Devoir de Philosophie

abasourdir ABASOURDIR, verbe transitif.

Publié le 27/09/2015

Extrait du document

abasourdir

ABASOURDIR, verbe transitif.  

I.—  Sens physique.  [Employé surtout au participe passé]  Étourdir et comme assourdir par un grand bruit : 

Ø 1. Si je sortais sans prendre toutes les petites précautions indiquées contre le rhume, j'étais d'abord, je ne dirai pas grondée, mais abasourdie le mot n'est que ce qu'il faut pour exprimer la tempête de sa voix et l'abondance des épithètes injurieuses qui ébranlaient mon système nerveux.

AURORE DUPIN, BARONNE DUDEVANT, DITE GEORGE SAND, Histoire de ma vie, tome 2, 1855, page 449. 

Ø 2. Il [Vairon] épaula, visa à peine, lâcha le coup... Encore abasourdi par la détonation, il entendit le cri furieux de l'adjudant Morache qui arrivait sur lui en gesticulant, brandissant son bâton comme s'il allait le battre.

ROLAND LECALELÉ, DIT ROLAND DORGELÈS, Les Croix de bois,  1919, page 47. 

Ø 3. Tirez! tirez! hurle Ricordeau qu'on ne voit pas. Abasourdis, hébétés, on recharge le lebel qui brùle.

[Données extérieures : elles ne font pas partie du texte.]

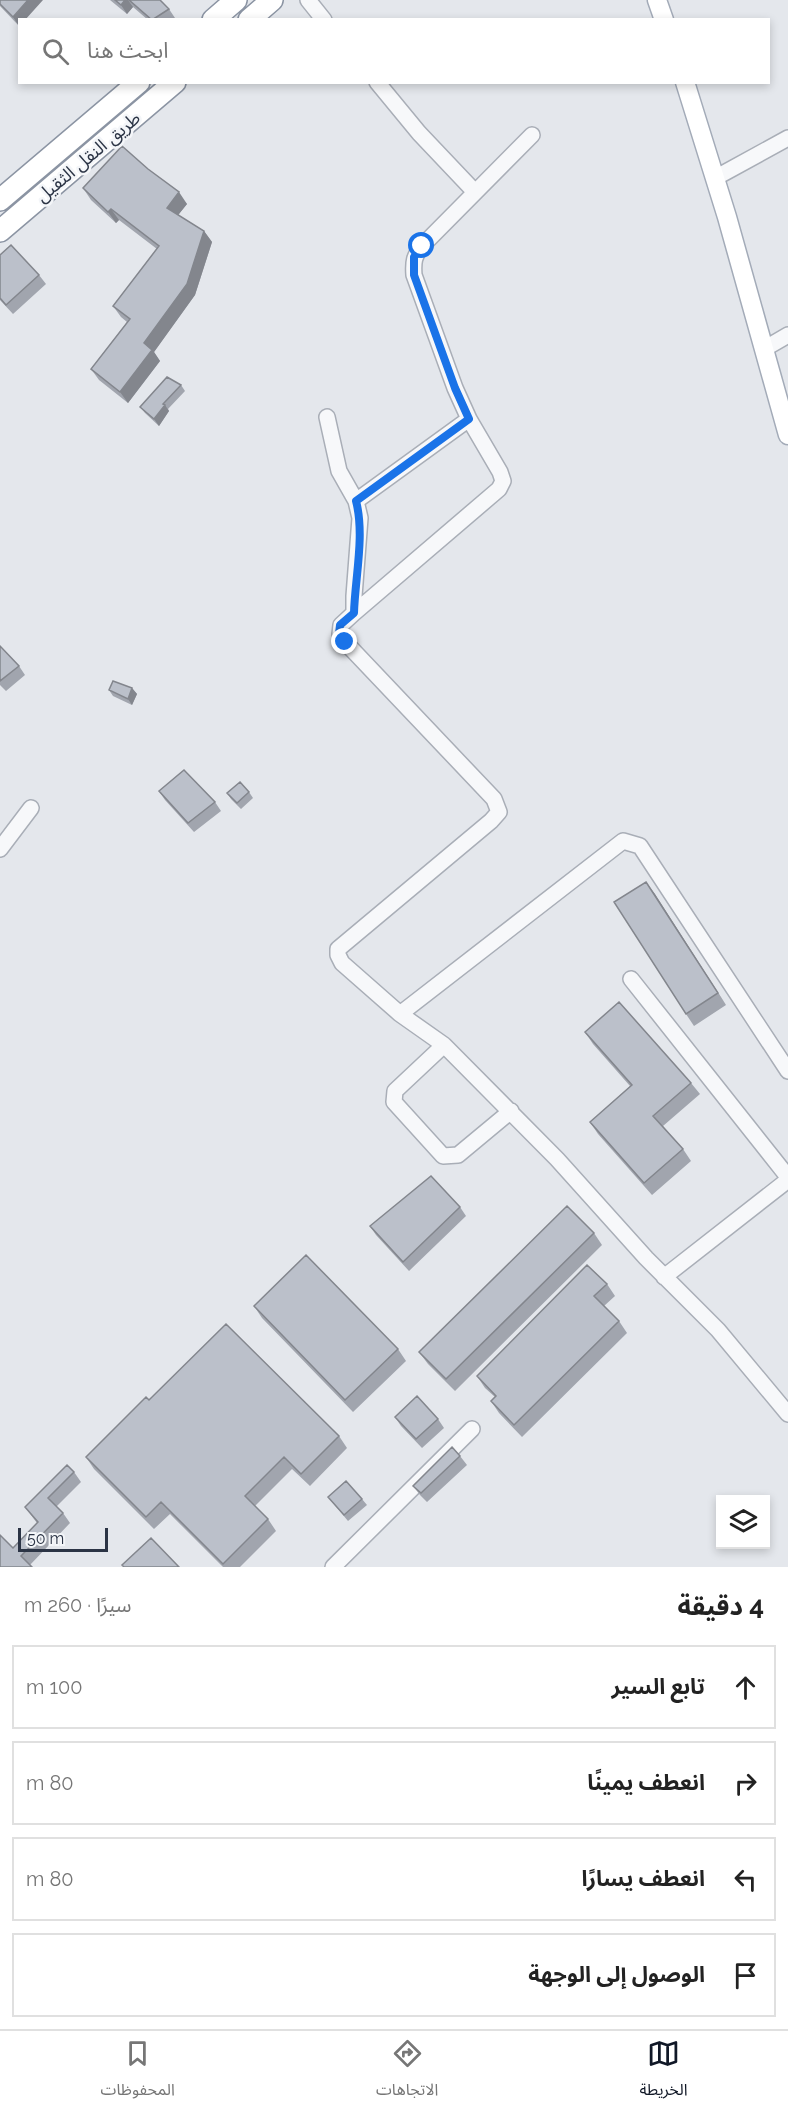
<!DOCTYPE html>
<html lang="ar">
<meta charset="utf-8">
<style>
:root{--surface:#fff;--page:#f6f6f6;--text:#222;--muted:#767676;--line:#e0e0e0;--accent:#111827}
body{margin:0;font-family:Raleway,"Noto Sans Arabic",sans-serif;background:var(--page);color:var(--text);direction:rtl}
.controls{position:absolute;right:18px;bottom:18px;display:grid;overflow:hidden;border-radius:0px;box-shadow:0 3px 9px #0003}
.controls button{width:54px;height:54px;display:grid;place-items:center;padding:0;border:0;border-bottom:2px solid var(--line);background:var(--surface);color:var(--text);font:30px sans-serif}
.scale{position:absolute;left:18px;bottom:15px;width:90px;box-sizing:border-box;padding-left:6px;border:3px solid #2b3445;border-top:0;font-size:16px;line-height:21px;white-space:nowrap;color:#2b3445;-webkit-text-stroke:4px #f4f6f9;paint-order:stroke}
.stop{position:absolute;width:18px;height:18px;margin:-14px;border:4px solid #1a73e8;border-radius:50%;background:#fff}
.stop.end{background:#1a73e8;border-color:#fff;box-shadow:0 2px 6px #0008}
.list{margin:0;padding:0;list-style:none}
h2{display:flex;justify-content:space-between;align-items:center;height:78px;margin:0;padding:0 24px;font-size:26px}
h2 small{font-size:20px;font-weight:400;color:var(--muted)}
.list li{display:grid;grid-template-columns:39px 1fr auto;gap:18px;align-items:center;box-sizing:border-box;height:84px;margin:0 12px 12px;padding:0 12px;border:2px solid var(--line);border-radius:0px}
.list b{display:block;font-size:22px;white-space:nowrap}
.list em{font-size:20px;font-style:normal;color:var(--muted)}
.icon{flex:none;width:33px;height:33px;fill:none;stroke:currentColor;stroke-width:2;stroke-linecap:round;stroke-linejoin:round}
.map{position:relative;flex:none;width:788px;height:1567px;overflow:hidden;direction:ltr}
.search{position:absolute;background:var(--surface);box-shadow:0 3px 9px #0003;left:18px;right:18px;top:18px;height:66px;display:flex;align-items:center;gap:15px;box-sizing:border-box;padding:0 21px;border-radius:0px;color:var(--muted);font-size:22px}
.sheet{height:462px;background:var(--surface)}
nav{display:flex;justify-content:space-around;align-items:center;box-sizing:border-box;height:84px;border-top:2px solid var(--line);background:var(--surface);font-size:16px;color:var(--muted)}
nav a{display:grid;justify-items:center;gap:3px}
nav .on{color:var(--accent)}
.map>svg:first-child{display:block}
</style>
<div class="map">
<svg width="788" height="1567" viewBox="0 0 788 1567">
<rect width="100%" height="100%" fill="#e4e7ec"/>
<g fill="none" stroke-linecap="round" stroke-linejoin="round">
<defs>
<path id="minor" d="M308 0 324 20
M377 82 419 133 474 191
M715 178 788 138
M764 349 788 335
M327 417 339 471 356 501 360 518 354 596V613L499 489 503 481 500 472 469 419 455 388 414 275C413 262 414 256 422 246L532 135
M356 501 469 419
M354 613 341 625 340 634 345 642 494 799 499 812 491 821 338 949V955L342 963 400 1014 623 841 640 846 788 1071
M0 849 31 808
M631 979 788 1177
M400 1014 444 1045
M511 1111 458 1155 443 1156 394 1102 395 1091 444 1045 557 1159 646 1258 718 1330 788 1414
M664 1277 788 1180
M333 1567 472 1429"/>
<path id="major" d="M657 0 664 20
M685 82 727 217 788 435"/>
<path id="highway" d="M213 20 236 0
M249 20 272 0
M0 200 139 82
M0 231 175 82"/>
</defs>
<!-- minor casing -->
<use href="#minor" stroke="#a9aeb7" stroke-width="18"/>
<!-- major casing -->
<use href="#major" stroke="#a3abb8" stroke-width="21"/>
<!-- highway casing -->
<use href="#highway" stroke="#8b94a3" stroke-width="24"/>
<!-- minor -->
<use href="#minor" stroke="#f7f8fa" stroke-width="15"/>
<!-- major -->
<use href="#major" stroke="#fff" stroke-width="18"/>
<!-- highway -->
<use href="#highway" stroke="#fff" stroke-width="21"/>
</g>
<!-- wall -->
<path fill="#a1a5ae" d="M0 0 20 20 19 26 0 6Z
M110 0H160L169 9 175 18 172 20H148L133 7 127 14Z
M148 169 187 204 178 215 204 231 212 242 195 295 154 352 160 361 128 403 99 380 91 369 127 322 121 317 113 306 157 249 119 220 116 223 91 200 83 188Z
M0 255 39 275 46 284 13 314 0 300Z
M181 385 185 391 168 409 169 411 159 426 145 413 140 407Z
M0 646 19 666 25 675 6 691 0 685Z
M132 688 137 694 132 705 113 696 109 690Z
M159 791 215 802 221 811 194 832 165 800Z
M249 792 253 798 241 809 231 799 227 793Z
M646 882 726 1005 694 1026 686 1014Z
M585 1032 691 1083 700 1094 663 1126 683 1149 691 1161 652 1195 598 1134 590 1122 630 1086 593 1044Z
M460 1207 466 1216 409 1271 376 1235 370 1226Z
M594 1233 602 1245 455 1391 428 1364 419 1352Z
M607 1284 615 1296 604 1306 619 1321 627 1333 522 1437 499 1413 491 1401 495 1397 485 1388 477 1376Z
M254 1306 398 1349 406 1361 353 1412 262 1318Z
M149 1400 339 1436 347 1448 310 1486 292 1469 255 1506 268 1519 276 1531 240 1567H223L170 1514 154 1529 94 1469 86 1457Z
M395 1417 438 1419 444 1428 422 1448 401 1426Z
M460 1456 467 1465 427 1502 420 1495 413 1486Z
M74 1472 81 1482 56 1507 63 1513 70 1523 30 1565 13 1548 37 1523 25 1507Z
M328 1497 362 1499 367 1505 348 1521Z"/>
<!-- shaded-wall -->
<path fill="#83868d" d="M28 0H43L25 20H20L19 26 13 17Z
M125 0H128L133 7 127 14 121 5Z
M179 192 187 204 175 219 167 208Z
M111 209 119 220 116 223 108 212Z
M204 231 212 242 195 295 154 352 160 361 128 403 120 392 144 343Z
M165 405 169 411 159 426 154 419Z
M132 688 137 694 132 705 128 699Z
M646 882 655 894 726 1005 718 993Z"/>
<!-- building -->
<path fill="#bbc0ca" stroke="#83868d" stroke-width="1.5" d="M0 0H28L13 17 0 4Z
M115 0H125L121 5Z
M129 0H160L169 9 152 20Z
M122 146 148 169 179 192 167 208 204 231 187 284 144 343 152 350 120 392 91 369 130 319 113 306 159 246 111 209 108 212 83 188Z
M11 245 39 275 6 305 0 298V255Z
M167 377 181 385 163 404 165 405 154 419 140 407Z
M0 646 19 666 0 681Z
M113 681 132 688 128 699 109 690Z
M184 770 215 802 188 823 159 791Z
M240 782 249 792 237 803 227 793Z
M646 882 718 993 686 1014 614 902Z
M619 1002 691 1083 653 1116 683 1149 644 1183 590 1122 632 1085 585 1032Z
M431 1176 460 1207 403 1262 370 1226Z
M567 1206 594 1233 446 1379 419 1352Z
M306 1255 398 1349 345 1400 254 1306Z
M587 1265 607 1284 594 1296 619 1321 514 1425 491 1401 496 1396 477 1376Z
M226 1324 339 1436 301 1474 284 1457 245 1496 268 1519 223 1564 161 1502 146 1517 86 1457 146 1397 149 1400Z
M417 1396 438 1419 416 1439 395 1417Z
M452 1447 460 1456 421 1493 413 1486Z
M67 1465 74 1472 48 1498 63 1513 21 1556 32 1567H0V1535L13 1548 38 1522 25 1507Z
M346 1481 362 1499 344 1515 328 1497Z
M151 1538 179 1567H124L122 1565Z"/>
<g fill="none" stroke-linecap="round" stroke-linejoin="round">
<!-- route -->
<path stroke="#1a73e8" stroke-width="8" d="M345 642 339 634 340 625 354 613C355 578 365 535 356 501L469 419 455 388 414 275V257L422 246"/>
</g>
<g text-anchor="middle" stroke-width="5" stroke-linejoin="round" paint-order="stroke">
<!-- street labels -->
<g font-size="18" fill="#2b3445" stroke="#f4f6f9">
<text transform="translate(88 157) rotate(-40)" y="6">طريق النقل الثقيل</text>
</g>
</g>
</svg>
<div class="controls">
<button><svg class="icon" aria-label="layers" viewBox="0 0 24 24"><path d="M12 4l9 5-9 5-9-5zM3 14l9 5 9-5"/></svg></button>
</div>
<div class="scale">50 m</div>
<div class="stop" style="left:422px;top:246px"></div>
<div class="stop end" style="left:345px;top:642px"></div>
<div class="search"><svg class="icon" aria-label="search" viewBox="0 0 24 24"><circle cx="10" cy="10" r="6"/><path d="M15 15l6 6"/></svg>ابحث هنا</div>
</div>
<section class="sheet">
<h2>4 دقيقة<small>سيرًا · 260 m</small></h2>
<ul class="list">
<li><svg class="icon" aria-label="ahead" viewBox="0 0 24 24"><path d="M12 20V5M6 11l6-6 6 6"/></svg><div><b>تابع السير</b></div><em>100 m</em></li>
<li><svg class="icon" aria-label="right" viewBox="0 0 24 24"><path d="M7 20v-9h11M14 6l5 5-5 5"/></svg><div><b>انعطف يمينًا</b></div><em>80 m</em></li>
<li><svg class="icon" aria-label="left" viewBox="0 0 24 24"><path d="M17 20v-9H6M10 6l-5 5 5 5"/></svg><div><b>انعطف يسارًا</b></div><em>80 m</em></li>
<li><svg class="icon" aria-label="arrive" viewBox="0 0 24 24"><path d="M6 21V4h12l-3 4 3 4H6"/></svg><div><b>الوصول إلى الوجهة</b></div></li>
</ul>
</section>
<nav>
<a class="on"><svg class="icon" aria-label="map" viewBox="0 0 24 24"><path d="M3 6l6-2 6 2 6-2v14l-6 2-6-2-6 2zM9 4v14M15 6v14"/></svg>الخريطة</a>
<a><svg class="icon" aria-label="directions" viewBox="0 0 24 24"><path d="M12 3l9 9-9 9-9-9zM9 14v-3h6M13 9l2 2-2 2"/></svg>الاتجاهات</a>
<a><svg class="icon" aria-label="saved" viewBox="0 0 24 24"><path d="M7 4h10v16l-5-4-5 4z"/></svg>المحفوظات</a>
</nav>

ROLAND LECALELÉ, DIT ROLAND DORGELÈS, Les Croix de bois,  1919 page 238. 

Remarque : 1. Abasourdi est souvent joint à des mots exprimant le bruit et l'intensité du trouble physique produit chez l'homme ou chez l'animal : vacarme immense (JULES MICHELET, Journal, octobre 1859, page 493); terrible vacarme (GEORGES DUHAMEL, Chronique des Pasquier, Le Notaire du Havre, 1933, page 140); bruits géants (JEAN-PAUL SARTRE, Les Mots, 1964, page 45). 2. Pour les emplois autres qu'au participe passé, confer stylistique, étymologie et historique. 

II.—  Figuré et familier.  [Employé généralement au participe passé]  Provoquer chez quelqu'un un sentiment voisin de la stupeur : 

Ø 4. Lambert, ou calme ou abasourdi, ne répondit à aucune de nos questions.

HONORÉ DE BALZAC, Louis Lambert,  1832, page 44. 

Ø 5.... on avait oublié l'invitation. « Voulez-vous prendre quelque chose » me dit le mari. J'étais tellement étonné, abasourdi, écrasé, que je refusai.

ALPHONSE KARR, Sous les tilleuls,  1832, page 77. 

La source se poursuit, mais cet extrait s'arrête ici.